Interrogatories are one of the most commonly used methods of discovery. They are written questions served by the opposing party that must be answered in writing as part of the discovery process.

What exactly are interrogatories and how should you respond to them?

What They Are

Interrogatories are questions requiring your version of the facts and of your claims. They can be pre-printed "form" interrogatories, or specific questions asked just for your case called "special" interrogatories. Questions can range from the broad ("What happened on February 14, 2012?") to the specific ("Is it your position that the defendant was wearing a hat at 10:30 p.m. on December 31, 2013?").

The goal is to obtain relevant and specific information about a case. Only parties to an action respond to interrogatories, unlike depositions that question both parties and witnesses. Parties must answer the questions under oath.

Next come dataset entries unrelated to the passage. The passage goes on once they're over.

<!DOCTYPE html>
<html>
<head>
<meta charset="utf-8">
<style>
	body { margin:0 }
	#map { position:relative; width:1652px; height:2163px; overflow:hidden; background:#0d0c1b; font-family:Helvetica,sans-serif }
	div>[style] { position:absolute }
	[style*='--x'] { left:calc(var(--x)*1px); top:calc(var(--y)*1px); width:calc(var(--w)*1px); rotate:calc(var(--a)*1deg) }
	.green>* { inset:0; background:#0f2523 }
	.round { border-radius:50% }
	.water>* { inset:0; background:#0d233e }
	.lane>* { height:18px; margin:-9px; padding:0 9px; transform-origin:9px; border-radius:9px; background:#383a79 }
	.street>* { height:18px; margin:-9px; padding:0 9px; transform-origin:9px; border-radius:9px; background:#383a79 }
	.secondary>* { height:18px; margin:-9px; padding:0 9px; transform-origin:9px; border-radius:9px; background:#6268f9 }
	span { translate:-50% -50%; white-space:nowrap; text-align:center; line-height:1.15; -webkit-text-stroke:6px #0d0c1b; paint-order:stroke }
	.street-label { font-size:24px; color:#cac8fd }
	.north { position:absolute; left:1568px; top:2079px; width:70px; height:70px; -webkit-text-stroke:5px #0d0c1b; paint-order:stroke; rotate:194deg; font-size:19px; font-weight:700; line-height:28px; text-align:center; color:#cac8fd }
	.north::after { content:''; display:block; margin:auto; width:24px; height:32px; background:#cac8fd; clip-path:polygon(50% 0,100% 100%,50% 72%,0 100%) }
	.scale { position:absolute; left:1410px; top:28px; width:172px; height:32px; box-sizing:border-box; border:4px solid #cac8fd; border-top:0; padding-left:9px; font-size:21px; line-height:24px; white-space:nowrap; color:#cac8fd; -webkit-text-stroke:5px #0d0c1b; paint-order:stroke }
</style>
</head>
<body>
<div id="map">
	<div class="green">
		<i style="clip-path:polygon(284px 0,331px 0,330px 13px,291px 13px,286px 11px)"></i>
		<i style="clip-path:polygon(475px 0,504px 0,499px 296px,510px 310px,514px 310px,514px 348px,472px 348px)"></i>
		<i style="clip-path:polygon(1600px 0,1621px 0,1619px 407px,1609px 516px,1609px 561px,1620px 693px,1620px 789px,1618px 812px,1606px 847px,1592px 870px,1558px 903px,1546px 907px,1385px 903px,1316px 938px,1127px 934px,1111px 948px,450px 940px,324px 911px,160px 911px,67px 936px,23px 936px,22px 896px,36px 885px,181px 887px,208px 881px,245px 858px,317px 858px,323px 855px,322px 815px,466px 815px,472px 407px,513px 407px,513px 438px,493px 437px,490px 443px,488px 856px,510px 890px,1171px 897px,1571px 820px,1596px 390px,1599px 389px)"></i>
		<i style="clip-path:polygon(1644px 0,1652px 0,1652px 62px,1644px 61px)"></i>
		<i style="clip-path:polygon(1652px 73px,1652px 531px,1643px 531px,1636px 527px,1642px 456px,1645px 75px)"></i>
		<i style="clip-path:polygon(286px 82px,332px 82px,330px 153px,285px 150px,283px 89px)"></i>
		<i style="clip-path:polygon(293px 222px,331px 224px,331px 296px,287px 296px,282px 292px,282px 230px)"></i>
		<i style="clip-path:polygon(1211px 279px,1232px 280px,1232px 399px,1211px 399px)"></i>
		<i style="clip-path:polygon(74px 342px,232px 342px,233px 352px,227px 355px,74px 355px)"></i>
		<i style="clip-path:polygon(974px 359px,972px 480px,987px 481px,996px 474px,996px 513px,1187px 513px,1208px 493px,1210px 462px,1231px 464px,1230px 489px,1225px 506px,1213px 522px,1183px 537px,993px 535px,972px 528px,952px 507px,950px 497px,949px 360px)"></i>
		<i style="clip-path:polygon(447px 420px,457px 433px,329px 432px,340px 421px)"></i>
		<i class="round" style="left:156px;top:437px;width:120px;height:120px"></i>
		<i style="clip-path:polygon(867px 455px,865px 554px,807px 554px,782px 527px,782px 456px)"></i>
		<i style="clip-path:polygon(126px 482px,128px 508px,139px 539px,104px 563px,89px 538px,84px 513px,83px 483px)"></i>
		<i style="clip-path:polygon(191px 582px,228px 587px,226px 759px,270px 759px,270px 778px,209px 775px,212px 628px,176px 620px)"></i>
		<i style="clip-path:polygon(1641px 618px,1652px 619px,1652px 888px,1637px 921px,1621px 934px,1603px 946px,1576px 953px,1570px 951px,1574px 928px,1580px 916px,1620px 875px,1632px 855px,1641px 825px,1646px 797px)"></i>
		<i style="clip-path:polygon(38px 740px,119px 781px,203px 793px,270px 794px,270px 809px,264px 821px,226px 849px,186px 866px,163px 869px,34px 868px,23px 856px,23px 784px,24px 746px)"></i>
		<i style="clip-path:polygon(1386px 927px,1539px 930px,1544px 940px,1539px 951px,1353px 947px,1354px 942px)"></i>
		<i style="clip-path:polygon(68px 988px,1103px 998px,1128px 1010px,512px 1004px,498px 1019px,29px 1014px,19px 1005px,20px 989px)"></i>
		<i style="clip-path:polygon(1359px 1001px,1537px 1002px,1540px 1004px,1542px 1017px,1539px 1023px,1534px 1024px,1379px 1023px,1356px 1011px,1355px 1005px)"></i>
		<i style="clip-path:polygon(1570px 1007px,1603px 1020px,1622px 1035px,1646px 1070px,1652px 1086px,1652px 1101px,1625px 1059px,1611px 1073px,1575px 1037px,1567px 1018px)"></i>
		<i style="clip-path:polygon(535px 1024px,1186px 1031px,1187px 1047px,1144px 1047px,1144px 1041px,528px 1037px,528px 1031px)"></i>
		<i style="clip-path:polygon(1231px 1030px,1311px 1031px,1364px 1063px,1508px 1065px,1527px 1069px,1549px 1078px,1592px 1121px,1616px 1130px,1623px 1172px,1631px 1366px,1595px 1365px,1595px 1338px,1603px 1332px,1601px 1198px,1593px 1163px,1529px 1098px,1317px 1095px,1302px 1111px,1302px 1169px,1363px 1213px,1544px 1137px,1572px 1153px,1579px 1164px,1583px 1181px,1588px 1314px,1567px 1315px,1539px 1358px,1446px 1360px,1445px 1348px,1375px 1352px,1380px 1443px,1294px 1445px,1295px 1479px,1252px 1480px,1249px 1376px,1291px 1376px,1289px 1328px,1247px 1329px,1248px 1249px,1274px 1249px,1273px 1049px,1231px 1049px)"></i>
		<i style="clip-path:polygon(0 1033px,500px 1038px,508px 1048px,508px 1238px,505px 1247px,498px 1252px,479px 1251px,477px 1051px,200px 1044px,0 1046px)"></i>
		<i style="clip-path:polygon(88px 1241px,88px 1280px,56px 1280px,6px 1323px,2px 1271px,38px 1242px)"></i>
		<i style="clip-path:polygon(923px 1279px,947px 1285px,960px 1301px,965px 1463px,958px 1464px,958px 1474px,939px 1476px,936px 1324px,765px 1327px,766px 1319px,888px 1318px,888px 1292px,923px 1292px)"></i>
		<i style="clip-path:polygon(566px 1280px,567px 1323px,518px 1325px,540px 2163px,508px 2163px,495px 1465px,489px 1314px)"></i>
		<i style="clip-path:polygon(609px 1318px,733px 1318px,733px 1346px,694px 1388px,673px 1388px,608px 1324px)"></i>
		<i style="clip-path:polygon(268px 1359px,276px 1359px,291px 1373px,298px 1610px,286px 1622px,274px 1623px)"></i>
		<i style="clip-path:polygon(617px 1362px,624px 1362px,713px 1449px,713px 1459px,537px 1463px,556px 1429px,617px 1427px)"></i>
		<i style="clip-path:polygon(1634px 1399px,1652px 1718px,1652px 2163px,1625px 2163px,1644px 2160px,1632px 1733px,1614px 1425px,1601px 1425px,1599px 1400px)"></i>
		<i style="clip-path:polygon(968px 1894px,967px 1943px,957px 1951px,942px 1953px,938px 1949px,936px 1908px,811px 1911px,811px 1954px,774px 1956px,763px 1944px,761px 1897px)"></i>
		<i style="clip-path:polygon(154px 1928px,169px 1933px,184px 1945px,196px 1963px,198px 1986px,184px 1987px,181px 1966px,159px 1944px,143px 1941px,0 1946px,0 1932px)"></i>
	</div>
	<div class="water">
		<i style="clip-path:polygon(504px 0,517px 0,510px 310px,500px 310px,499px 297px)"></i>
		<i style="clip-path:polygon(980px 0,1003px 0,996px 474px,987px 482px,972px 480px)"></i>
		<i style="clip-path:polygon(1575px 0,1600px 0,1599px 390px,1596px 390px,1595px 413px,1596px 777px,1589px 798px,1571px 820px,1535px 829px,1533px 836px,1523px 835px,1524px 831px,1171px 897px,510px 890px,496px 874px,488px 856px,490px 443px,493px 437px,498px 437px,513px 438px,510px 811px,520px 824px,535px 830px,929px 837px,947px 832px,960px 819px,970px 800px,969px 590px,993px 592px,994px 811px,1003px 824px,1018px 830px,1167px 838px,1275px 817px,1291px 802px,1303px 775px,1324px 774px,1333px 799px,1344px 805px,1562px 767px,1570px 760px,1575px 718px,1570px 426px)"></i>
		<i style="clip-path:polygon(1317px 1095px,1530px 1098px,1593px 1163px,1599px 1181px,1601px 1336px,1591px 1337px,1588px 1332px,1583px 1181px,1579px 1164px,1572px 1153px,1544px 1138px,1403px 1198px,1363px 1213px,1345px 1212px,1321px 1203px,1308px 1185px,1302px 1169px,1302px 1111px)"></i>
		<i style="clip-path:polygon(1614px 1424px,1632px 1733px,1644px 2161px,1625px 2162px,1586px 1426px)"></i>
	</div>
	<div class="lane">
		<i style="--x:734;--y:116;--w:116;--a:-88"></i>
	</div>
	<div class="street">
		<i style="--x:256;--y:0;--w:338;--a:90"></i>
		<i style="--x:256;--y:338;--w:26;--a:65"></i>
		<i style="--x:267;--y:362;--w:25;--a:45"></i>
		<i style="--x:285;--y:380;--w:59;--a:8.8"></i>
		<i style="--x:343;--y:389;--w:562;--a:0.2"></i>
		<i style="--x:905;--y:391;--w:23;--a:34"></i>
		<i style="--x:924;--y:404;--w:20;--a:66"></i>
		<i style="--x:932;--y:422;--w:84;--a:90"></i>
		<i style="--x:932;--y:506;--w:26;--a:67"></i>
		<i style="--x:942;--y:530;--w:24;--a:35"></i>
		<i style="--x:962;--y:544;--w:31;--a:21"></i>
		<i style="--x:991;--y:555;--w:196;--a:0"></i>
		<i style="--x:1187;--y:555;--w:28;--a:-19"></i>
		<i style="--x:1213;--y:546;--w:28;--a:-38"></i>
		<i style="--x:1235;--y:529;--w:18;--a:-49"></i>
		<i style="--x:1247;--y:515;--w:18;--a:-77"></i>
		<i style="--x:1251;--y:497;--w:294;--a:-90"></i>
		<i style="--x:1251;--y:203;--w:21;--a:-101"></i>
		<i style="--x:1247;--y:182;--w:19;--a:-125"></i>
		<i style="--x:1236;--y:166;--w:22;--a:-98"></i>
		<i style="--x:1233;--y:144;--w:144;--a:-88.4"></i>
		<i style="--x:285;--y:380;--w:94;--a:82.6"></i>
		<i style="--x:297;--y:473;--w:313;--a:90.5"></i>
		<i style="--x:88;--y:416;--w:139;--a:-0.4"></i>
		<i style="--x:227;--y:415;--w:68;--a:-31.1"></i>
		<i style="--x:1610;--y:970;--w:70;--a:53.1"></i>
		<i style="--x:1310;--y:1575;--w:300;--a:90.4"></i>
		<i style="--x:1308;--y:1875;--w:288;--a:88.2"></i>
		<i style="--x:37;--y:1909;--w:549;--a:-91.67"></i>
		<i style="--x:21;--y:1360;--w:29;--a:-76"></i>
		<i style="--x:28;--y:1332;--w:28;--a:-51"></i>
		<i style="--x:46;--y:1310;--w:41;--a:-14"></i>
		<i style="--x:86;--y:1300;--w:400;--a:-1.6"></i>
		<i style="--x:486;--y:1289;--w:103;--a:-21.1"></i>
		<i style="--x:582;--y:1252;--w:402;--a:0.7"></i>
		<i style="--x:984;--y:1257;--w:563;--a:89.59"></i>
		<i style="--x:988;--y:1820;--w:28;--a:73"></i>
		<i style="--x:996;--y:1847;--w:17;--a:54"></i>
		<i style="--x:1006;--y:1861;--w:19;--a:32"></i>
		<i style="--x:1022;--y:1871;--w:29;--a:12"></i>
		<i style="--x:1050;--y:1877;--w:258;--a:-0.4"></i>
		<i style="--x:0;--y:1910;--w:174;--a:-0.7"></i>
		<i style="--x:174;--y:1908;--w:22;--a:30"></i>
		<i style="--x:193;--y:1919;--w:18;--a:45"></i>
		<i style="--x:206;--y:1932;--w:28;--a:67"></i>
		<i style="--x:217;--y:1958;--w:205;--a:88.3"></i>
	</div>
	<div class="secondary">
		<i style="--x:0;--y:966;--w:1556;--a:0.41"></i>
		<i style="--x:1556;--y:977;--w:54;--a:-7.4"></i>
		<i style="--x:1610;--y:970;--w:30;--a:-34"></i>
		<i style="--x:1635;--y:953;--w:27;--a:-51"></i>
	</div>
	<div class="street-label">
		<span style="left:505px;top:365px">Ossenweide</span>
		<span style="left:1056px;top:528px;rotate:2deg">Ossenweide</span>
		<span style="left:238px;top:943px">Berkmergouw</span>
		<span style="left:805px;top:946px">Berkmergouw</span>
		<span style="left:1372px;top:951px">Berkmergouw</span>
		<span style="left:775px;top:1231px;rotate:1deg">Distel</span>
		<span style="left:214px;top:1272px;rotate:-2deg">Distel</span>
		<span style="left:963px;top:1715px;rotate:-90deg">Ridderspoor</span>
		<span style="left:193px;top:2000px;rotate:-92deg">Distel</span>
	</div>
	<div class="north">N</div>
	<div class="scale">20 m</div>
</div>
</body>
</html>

The number and types of questions allowable are limited by the rules of civil procedure, as are the responses and time to respond. For example, under the Federal Rules of Civil Procedure, each party may only ask each other party 25 questions via interrogatory unless the court gives permission to ask more. In general, the answering party has 30 days to respond.

How You Should Respond

Because attorneys may help their clients answer interrogatories, responses tend to be more, shall we say, "crafted" than answers to deposition questions.

When responding, you may be coached by your attorney to carefully choose language that is favorable to your side. This is allowed as long as it is truthful and not deceptive. But it's crucial to give complete and honest answers that are as straightforward as possible. You are under oath, after all. Lying could constitute perjury.

If the questions asked are excessively burdensome, unfair, or are difficult to understand, you can object to them. Your personal injury attorney will help you decide what you should object to.